Download English-French sentence pairs. You can download other language pairs here: http://www.manythings.org/anki/

!wget http://www.manythings.org/anki/fra-eng.zip
!unzip fra-eng.zip
--2024-02-14 12:54:43--  http://www.manythings.org/anki/fra-eng.zip
Resolving www.manythings.org (www.manythings.org)... 173.254.30.110
Connecting to www.manythings.org (www.manythings.org)|173.254.30.110|:80... connected.
HTTP request sent, awaiting response... 200 OK
Length: 7833145 (7.5M) [application/zip]
Saving to: ‘fra-eng.zip’

fra-eng.zip         100%[===================>]   7.47M  4.86MB/s    in 1.5s    

2024-02-14 12:54:45 (4.86 MB/s) - ‘fra-eng.zip’ saved [7833145/7833145]

Archive:  fra-eng.zip
  inflating: _about.txt              
  inflating: fra.txt                 

Preparing Vocabulary

SOS_token = 0
EOS_token = 1
MAX_LENGTH = 5 # 20

#initialize Lang Class
class Lang:
   def __init__(self):
       #initialize containers to hold the words and corresponding index
       self.word2index = {}
       self.word2count = {}
       self.index2word = {0: "SOS", 1: "EOS"}
       self.n_words = 2  # Count SOS and EOS

   # split a sentence into words and add it to the container
   def addSentence(self, sentence):
       for word in sentence.split(' '):
           self.addWord(word)

  # If the word is not in the container, the word will be added to it,
  # else, update the word counter
   def addWord(self, word):
       if word not in self.word2index:
           self.word2index[word] = self.n_words
           self.word2count[word] = 1
           self.index2word[self.n_words] = word
           self.n_words += 1
       else:
           self.word2count[word] += 1

Preprocessing

# Normalize every sentence
def normalize_sentence(df, lang):
   sentence = df[lang].str.lower()
   sentence = sentence.str.replace('[^A-Za-z\s]+', '')
   sentence = sentence.str.normalize('NFD')
   sentence = sentence.str.encode('ascii', errors='ignore').str.decode('utf-8')
   return sentence

def read_sentence(df, lang1, lang2):
   sentence1 = normalize_sentence(df, lang1)
   sentence2 = normalize_sentence(df, lang2)
   return sentence1, sentence2

def read_file(loc, lang1, lang2):
   df = pd.read_csv(loc, sep='\t', header=None,
                    names=[lang1, lang2, 'attribution'])
   return df

def process_data(file, lang1,lang2):
   df = read_file(file, lang1, lang2)
   print("Read %s sentence pairs" % len(df))
   sentence1, sentence2 = read_sentence(df, lang1, lang2)

   source = Lang()
   target = Lang()
   pairs = []
   for i in range(len(df)):
       if len(sentence1[i].split(' ')) < MAX_LENGTH and \
          len(sentence2[i].split(' ')) < MAX_LENGTH:
           full = [sentence1[i], sentence2[i]]
           source.addSentence(sentence1[i])
           target.addSentence(sentence2[i])
           pairs.append(full)

   return source, target, pairs
df = read_file('fra.txt', 'eng', 'fra')
df.head()

eng fra attribution
0 Go. Va ! CC-BY 2.0 (France) Attribution: tatoeba.org #2...
1 Go. Marche. CC-BY 2.0 (France) Attribution: tatoeba.org #2...
2 Go. En route ! CC-BY 2.0 (France) Attribution: tatoeba.org #2...
3 Go. Bouge ! CC-BY 2.0 (France) Attribution: tatoeba.org #2...
4 Hi. Salut ! CC-BY 2.0 (France) Attribution: tatoeba.org #5...

Read and process data

lang1 = 'eng'
lang2 = 'fra'
file = 'fra.txt'
source, target, pairs = process_data(file, lang1, lang2)

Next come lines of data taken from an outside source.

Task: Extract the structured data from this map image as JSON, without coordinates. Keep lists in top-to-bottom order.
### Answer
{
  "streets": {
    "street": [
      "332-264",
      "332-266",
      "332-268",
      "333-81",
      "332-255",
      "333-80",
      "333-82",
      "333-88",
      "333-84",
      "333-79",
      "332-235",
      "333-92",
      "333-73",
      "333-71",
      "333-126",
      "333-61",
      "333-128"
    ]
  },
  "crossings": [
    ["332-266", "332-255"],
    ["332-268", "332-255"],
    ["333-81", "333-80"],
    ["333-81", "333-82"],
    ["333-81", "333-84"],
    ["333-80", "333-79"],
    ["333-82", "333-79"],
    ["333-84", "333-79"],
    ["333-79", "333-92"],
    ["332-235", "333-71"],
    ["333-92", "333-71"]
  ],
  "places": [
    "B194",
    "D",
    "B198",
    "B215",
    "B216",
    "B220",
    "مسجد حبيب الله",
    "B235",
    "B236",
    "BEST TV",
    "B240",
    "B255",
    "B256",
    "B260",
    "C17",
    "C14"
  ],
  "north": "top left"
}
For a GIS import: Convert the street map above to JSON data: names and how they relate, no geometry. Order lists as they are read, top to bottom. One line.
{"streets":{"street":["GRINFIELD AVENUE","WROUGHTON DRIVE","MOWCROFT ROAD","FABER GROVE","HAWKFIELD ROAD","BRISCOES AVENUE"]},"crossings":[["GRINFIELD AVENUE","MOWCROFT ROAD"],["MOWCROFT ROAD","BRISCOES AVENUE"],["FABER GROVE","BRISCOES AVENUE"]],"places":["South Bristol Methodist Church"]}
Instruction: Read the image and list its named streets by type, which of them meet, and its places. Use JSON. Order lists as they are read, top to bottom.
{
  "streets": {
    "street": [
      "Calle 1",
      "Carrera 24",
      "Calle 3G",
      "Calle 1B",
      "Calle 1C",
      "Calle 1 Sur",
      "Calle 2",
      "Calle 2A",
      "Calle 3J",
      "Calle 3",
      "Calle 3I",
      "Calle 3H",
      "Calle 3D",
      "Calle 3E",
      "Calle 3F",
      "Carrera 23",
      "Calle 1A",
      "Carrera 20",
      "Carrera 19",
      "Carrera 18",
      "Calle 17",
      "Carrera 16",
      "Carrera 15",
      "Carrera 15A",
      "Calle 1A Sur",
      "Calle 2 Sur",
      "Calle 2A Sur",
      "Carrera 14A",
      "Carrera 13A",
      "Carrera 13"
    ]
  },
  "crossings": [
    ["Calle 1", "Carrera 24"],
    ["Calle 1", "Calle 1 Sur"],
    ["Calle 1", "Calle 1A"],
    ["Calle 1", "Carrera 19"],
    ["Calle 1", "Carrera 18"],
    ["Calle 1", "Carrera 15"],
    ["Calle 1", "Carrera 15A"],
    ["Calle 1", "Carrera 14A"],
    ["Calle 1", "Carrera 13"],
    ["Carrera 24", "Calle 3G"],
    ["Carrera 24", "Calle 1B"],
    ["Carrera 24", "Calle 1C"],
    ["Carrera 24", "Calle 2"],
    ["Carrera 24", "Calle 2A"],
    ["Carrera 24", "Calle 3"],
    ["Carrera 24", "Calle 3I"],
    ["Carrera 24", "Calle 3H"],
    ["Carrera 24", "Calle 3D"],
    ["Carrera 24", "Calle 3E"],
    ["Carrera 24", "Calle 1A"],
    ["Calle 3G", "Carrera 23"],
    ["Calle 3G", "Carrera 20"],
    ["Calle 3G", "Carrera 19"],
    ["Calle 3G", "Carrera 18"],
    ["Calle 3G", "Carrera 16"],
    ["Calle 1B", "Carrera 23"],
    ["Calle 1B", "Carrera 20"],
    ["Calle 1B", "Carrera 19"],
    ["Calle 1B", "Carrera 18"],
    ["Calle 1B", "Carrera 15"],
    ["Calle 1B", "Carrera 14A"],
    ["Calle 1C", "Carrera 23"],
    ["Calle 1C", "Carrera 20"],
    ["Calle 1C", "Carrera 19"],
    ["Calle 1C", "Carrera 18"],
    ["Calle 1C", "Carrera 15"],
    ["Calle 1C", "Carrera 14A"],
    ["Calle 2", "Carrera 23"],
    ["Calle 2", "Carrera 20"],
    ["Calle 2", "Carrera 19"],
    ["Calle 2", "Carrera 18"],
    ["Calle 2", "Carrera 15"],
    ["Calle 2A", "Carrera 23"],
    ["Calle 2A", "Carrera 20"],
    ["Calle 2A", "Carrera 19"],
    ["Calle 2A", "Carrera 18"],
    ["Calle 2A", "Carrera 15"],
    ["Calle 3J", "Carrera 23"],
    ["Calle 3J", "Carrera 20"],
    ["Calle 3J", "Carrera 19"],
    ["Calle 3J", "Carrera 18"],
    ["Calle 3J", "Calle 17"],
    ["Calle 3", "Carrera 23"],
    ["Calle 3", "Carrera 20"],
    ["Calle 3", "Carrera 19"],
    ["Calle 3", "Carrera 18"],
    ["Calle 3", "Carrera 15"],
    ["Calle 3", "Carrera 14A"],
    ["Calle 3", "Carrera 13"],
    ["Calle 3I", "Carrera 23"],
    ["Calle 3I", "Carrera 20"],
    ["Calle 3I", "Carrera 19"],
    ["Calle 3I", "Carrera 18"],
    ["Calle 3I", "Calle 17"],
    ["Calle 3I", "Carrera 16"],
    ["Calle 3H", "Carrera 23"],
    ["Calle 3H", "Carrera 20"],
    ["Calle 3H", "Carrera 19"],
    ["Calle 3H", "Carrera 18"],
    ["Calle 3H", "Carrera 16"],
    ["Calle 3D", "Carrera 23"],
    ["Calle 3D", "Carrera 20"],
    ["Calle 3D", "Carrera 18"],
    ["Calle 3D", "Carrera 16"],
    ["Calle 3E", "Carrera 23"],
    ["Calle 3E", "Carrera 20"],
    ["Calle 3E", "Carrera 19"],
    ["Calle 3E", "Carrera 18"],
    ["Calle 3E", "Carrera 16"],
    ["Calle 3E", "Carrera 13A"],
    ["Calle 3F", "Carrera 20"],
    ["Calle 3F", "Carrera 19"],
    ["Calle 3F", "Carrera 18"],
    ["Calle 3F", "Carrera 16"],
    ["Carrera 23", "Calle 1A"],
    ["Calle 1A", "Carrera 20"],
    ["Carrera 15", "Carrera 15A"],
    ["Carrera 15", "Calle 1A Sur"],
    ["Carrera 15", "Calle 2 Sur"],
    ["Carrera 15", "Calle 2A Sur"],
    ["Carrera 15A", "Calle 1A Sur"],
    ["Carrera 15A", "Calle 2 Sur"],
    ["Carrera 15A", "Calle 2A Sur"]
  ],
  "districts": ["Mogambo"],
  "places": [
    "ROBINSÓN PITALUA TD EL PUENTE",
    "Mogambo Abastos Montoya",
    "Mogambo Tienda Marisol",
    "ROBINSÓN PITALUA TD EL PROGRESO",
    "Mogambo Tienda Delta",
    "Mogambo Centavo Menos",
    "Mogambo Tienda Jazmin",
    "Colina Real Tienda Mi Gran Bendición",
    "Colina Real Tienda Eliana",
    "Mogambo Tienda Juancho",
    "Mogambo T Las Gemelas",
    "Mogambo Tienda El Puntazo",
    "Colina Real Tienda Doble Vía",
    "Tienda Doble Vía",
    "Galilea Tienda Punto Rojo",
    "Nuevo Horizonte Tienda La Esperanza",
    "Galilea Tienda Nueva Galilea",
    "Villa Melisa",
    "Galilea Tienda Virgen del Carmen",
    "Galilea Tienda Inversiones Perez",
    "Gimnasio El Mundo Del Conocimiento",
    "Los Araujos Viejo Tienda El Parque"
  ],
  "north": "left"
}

randomize = random.choice(pairs)
print('random sentence {}'.format(randomize))

# print number of words
input_size = source.n_words
output_size = target.n_words
print('Input : {}, Output : {}'.format(input_size, output_size))
Read 229803 sentence pairs


<ipython-input-4-97392d032bd8>:4: FutureWarning: The default value of regex will change from True to False in a future version.
  sentence = sentence.str.replace('[^A-Za-z\s]+', '')


random sentence ['thats important to me', 'cest important pour moi']
Input : 6412, Output : 11991
pairs[:5], pairs[-5:]
([['go', 'va '],
  ['go', 'marche'],
  ['go', 'en route '],
  ['go', 'bouge '],
  ['hi', 'salut ']],
 [['congratulations on your anniversary',
   'flicitations pour ton anniversaire'],
  ['im studying electrical engineering', 'jtudie le gnie lectrique'],
  ['their relationship is deteriorating', 'leur relation se dtriore'],
  ['he studies computational linguistics',
   'il tudie linformatique linguistique'],
  ['thirteen passengers were hospitalized',
   'treize passagres furent hospitalises']])
ids = [0, 2, 5, 10, 40]
for i in ids:
  print(f'id {i}, source: {source.index2word[i]}')

ids = [12, 22, 34, 11, 42]
for i in ids:
  print(f'id {i}, target: {target.index2word[i]}')
id 0, source: SOS
id 2, source: go
id 5, source: who
id 10, source: hide
id 40, source: hunt
id 12, target: filez
id 22, target: baissezvous
id 34, target: commencez
id 11, target: file
id 42, target: aha
target.word2index['je'], source.word2index['i']
(40, 17)
target.word2count['suis'], source.word2count['am']
(1266, 144)

Tensors from sentences

def indexesFromSentence(lang, sentence):
   return [lang.word2index[word] for word in sentence.split(' ')]

def tensorFromSentence(lang, sentence):
   indexes = indexesFromSentence(lang, sentence)
   indexes.append(EOS_token)
   return torch.tensor(indexes, dtype=torch.long, device=device).view(-1, 1)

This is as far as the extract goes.